DÉPLOIEMENT DE TROUPES DOMINICAINES À LA FRONTIÈRE

Quelle mission est confiée aux Forces armées ? Rien à voir avec le déploiement à Pedernales. par Léo Joseph. P. 1, 2

La nouvelle de la mobilisation de troupes dominicaines sur la frontière, il y a quelques semaines, a été accueillie presque avec indifférence à Port-au-Prince. Le régime haïtien semble avoir d’autres chats à fouetter, comme, par exemple, les tracasseries politiques qui l’assaillent, pour se faire de souci outre mesure. La presse, quant à elle, a trop de dossiers à éplucher pour prendre le temps d’animer le grand débat.
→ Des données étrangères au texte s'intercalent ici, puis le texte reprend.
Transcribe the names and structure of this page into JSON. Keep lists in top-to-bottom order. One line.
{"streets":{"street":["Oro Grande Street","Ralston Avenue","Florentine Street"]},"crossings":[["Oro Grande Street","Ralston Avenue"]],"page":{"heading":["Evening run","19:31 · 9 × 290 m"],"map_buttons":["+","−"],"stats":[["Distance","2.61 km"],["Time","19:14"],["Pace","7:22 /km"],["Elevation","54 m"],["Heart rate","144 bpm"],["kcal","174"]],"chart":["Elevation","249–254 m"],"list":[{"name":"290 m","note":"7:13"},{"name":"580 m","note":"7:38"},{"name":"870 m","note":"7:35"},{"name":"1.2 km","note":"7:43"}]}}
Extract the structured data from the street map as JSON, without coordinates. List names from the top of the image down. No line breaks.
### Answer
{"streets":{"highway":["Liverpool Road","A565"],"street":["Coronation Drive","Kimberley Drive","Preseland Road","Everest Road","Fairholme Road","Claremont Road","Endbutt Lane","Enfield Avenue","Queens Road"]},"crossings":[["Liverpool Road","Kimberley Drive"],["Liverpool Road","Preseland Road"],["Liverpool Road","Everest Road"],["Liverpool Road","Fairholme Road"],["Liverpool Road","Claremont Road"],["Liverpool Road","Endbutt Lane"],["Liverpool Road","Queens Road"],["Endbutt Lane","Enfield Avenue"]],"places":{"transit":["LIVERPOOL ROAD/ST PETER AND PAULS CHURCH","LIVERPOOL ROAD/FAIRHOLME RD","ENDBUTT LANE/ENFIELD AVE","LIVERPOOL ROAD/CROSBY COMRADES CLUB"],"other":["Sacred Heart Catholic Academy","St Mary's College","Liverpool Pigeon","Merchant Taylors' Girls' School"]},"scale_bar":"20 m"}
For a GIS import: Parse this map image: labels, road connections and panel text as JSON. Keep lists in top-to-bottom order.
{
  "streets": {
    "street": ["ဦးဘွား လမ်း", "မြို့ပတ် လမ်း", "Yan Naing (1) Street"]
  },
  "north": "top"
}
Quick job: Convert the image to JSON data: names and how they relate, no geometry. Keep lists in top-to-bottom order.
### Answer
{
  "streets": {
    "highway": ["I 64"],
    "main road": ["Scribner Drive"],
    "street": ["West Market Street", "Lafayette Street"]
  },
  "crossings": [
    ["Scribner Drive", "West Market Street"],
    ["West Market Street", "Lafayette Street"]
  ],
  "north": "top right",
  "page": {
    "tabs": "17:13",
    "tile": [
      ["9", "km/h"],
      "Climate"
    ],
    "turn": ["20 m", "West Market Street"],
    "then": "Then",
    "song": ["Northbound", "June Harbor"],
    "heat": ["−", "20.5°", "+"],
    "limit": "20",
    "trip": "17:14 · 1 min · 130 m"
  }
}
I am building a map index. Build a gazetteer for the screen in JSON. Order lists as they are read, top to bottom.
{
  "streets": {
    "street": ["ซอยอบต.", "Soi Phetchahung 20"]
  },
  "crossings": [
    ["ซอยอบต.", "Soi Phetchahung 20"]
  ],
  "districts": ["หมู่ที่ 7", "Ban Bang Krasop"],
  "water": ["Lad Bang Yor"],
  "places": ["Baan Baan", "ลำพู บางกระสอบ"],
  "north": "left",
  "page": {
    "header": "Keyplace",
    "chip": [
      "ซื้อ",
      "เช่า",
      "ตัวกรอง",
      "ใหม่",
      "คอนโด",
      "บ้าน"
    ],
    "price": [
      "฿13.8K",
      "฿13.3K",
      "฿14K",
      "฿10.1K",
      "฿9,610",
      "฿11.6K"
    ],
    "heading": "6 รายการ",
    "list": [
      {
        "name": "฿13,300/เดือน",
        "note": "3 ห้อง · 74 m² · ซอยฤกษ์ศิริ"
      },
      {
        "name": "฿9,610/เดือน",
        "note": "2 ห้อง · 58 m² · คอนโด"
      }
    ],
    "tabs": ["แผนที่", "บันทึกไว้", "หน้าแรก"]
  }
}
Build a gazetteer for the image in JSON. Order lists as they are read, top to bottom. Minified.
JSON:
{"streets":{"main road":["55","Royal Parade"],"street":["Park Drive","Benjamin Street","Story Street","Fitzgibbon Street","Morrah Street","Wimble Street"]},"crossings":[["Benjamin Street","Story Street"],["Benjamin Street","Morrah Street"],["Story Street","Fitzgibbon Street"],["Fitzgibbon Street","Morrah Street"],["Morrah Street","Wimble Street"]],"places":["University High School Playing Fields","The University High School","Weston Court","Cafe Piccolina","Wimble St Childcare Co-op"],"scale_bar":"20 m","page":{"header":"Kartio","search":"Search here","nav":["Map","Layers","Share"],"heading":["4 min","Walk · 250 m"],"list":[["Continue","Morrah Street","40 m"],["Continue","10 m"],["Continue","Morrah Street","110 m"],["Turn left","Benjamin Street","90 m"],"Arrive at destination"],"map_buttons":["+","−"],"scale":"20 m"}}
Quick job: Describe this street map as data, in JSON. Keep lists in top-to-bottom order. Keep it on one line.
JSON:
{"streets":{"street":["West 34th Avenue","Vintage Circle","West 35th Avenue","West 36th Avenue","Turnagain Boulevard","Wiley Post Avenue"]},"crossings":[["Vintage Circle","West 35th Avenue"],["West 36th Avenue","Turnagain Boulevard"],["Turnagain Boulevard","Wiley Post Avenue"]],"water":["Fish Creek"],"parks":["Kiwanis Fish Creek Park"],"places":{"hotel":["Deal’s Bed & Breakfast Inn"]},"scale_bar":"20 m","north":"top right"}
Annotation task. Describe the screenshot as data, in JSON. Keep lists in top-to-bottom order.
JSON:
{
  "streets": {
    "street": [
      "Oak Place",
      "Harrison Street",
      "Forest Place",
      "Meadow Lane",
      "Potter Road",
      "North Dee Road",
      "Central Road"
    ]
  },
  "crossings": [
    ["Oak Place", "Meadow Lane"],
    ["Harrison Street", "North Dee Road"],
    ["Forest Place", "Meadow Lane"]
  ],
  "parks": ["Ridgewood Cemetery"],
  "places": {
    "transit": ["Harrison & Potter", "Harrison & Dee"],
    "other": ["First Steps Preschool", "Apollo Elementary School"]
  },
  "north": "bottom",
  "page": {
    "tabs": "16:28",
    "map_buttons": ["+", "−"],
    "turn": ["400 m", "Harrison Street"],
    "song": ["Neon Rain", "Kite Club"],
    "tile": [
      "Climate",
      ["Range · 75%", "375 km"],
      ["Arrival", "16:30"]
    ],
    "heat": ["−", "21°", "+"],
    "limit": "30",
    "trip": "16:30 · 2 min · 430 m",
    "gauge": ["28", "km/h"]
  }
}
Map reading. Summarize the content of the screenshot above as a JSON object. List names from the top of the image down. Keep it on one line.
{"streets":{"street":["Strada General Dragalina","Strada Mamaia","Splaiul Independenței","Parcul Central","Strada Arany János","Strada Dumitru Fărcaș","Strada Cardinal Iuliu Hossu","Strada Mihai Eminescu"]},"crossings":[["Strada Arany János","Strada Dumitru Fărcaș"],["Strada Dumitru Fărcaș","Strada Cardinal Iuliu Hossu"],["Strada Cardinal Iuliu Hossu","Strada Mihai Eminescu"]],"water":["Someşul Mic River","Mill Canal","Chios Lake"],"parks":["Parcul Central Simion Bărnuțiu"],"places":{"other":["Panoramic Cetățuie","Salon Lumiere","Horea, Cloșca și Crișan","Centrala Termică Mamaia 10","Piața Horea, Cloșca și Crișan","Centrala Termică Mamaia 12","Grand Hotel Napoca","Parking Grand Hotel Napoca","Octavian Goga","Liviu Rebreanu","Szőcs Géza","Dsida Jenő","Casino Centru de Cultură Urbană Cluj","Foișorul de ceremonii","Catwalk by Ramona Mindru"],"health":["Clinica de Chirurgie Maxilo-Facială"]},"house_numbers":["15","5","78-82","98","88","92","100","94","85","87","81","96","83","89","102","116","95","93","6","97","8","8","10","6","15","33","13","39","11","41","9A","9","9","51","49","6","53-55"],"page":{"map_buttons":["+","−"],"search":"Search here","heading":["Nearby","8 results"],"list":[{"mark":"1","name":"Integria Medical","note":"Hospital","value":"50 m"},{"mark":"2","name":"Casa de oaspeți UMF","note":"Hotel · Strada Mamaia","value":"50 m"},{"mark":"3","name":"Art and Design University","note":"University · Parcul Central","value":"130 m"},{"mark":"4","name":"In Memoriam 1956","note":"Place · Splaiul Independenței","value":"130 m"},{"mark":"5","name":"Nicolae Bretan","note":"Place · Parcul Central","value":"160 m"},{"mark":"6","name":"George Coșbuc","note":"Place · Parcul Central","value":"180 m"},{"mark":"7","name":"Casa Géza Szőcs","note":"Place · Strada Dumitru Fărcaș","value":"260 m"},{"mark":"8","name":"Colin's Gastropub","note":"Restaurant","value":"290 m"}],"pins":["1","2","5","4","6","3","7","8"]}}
Mais il doit y avoir quelque chose, puisque les Dominicains ne déploient leurs militaires sur la frontière suite à une simple saute d’humeur.

En effet, voilà déjà plus de deux semaines depuis que le gouvernement dominicain a annoncé le déploiement de ses militaires sur la frontière en vue de « sécuriser » cette zone, alors que du côté haïtien on ne parle pas d’insécurité, ni annoncé de mesure visant à prévenir un tel phénomène. Cette semaine, le président dominicain, Danilo Medina, pour éviter tout dérapage suscité à Pedernales  par  le  meurtre d’un couple dominicain dont les auteurs du crime seraient deux frères d’origine haïtienne, a expédié un autre groupe mixte de militaires et de policiers pour assurer la paix et prévenir le chas. Il s’agit d’une opération nettement séparée de celles des forces militaires précédemment déployées. Tout cela arrive à un moment où, du côté haïtien, tout semble « aller bien ». Toutefois, le bruit de bottes de l’autre côté de la frontière ne concerne nullement Haïti, puisque les voisins dominicains, autant qu’on sache, agissent unilatéralement. Nonobstant le silence des Dominicains et l’indifférence affichée du côté haïtien, il doit y avoir matière à réflexion. Tant pis pour ceux qui veulent jouer à l’autruche sous prétexte qu’il n’y a « aucune raison de s’inquiéter ». À moins que les dirigeants haïtiens sont partie pre- nante de cette opération

Procuration de facto à l’Armée dominicaine ?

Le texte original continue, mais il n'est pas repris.